For every line below, restate it exactly and drop the images.

*** Opening of Data provided ***

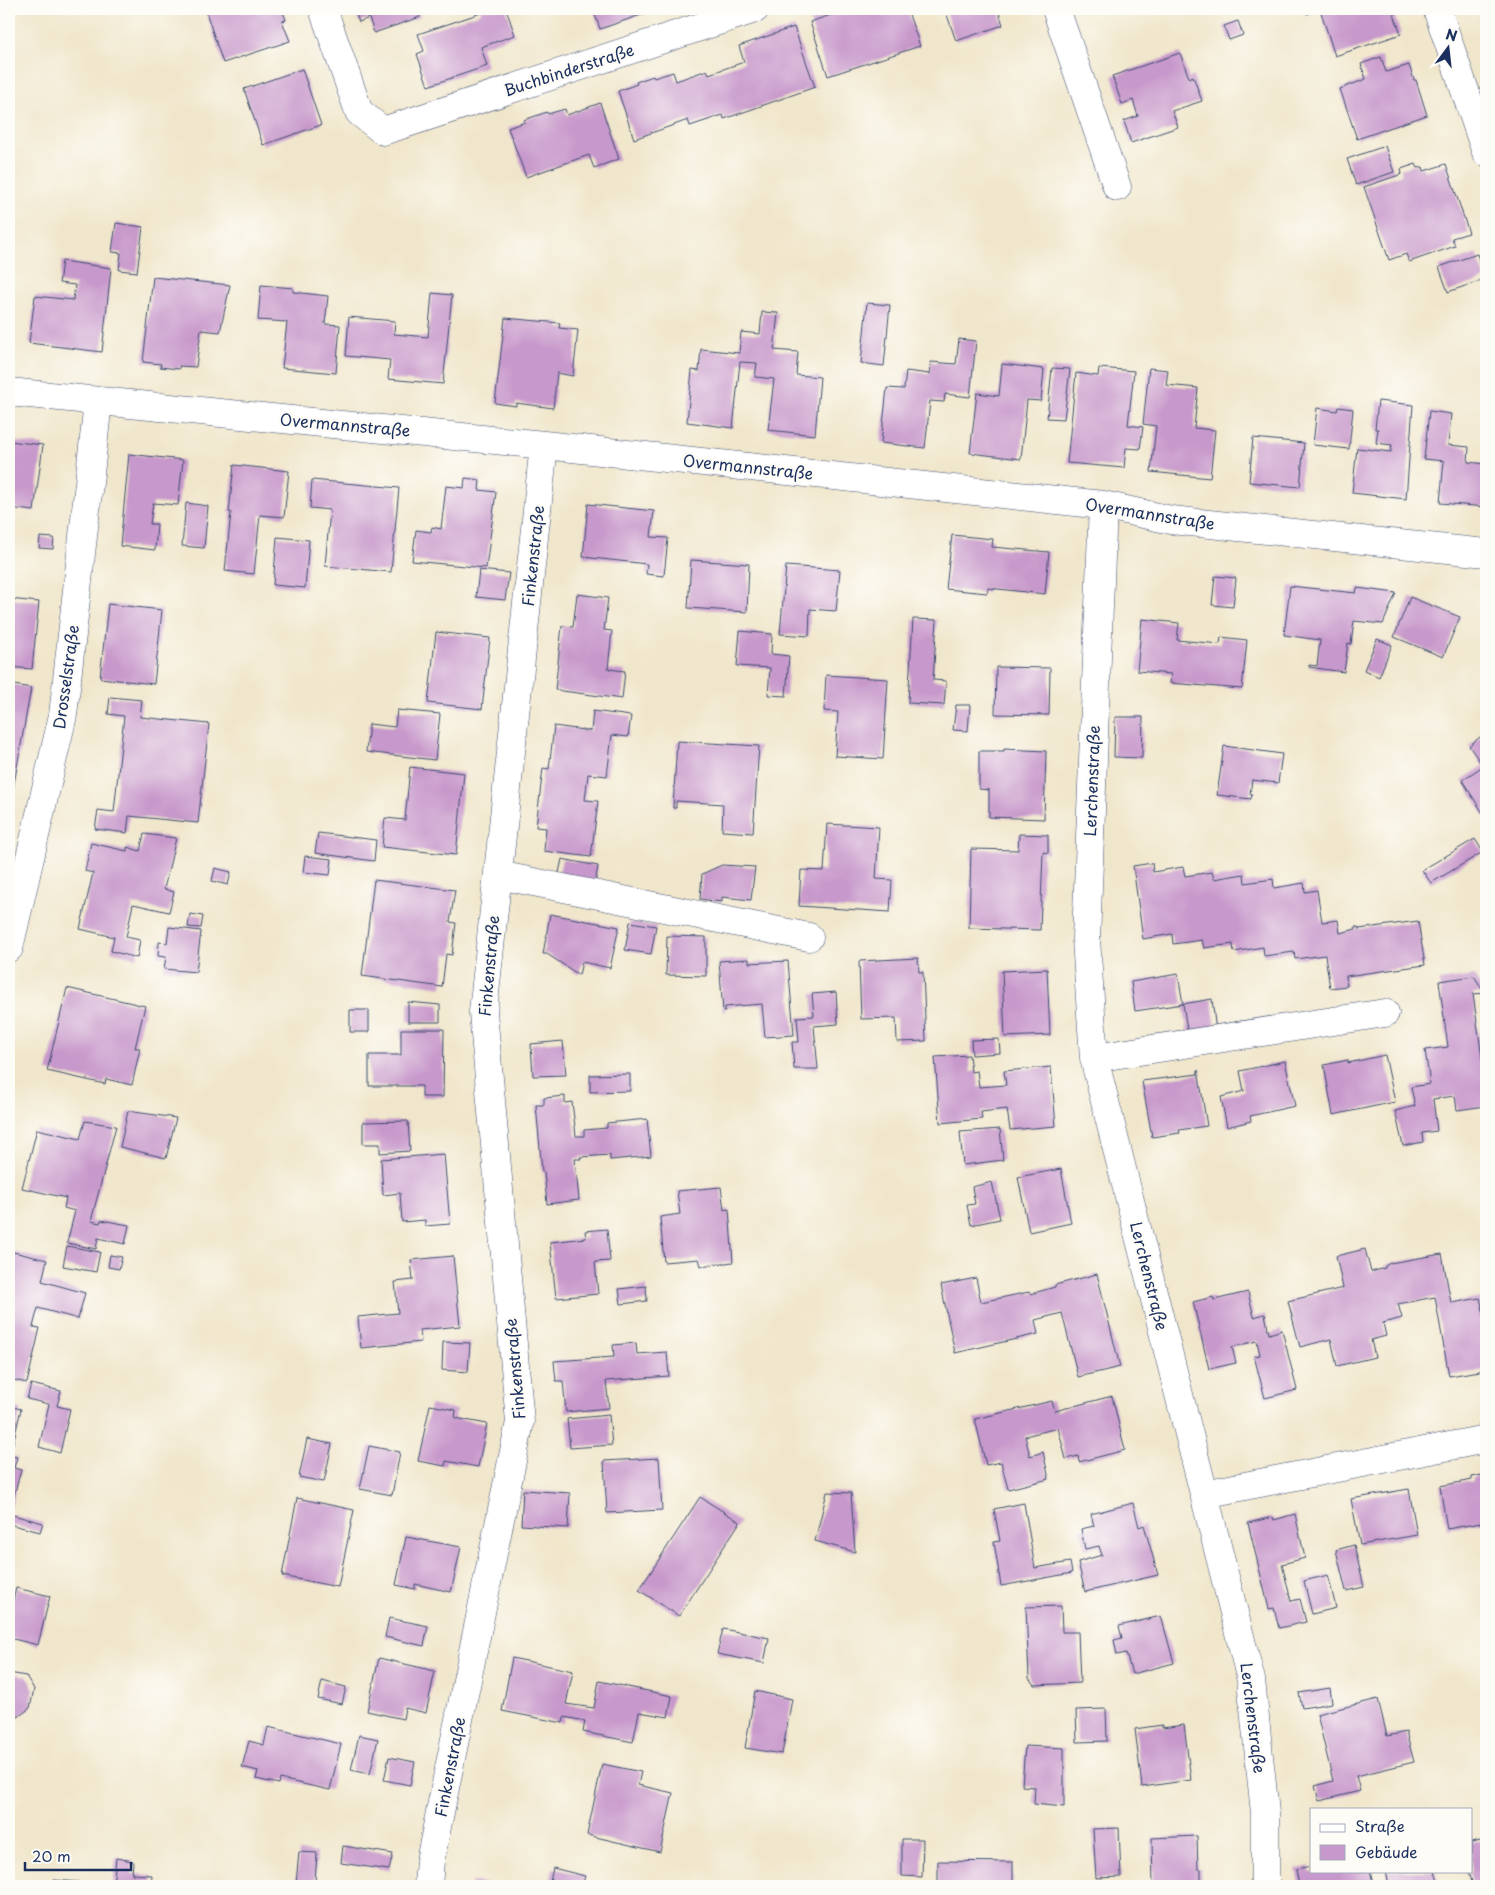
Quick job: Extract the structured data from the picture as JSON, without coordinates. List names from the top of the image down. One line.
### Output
{"streets":{"street":["Buchbinderstraße","Overmannstraße","Finkenstraße","Drosselstraße","Lerchenstraße"]},"crossings":[["Overmannstraße","Finkenstraße"],["Overmannstraße","Drosselstraße"],["Overmannstraße","Lerchenstraße"]],"legend":["Straße","Gebäude"],"scale_bar":"20 m","north":"top"}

*** Close of Data provided ***

__Output__
Quick job: Extract the structured data from the picture as JSON, without coordinates. List names from the top of the image down. One line.
### Output
{"streets":{"street":["Buchbinderstraße","Overmannstraße","Finkenstraße","Drosselstraße","Lerchenstraße"]},"crossings":[["Overmannstraße","Finkenstraße"],["Overmannstraße","Drosselstraße"],["Overmannstraße","Lerchenstraße"]],"legend":["Straße","Gebäude"],"scale_bar":"20 m","north":"top"}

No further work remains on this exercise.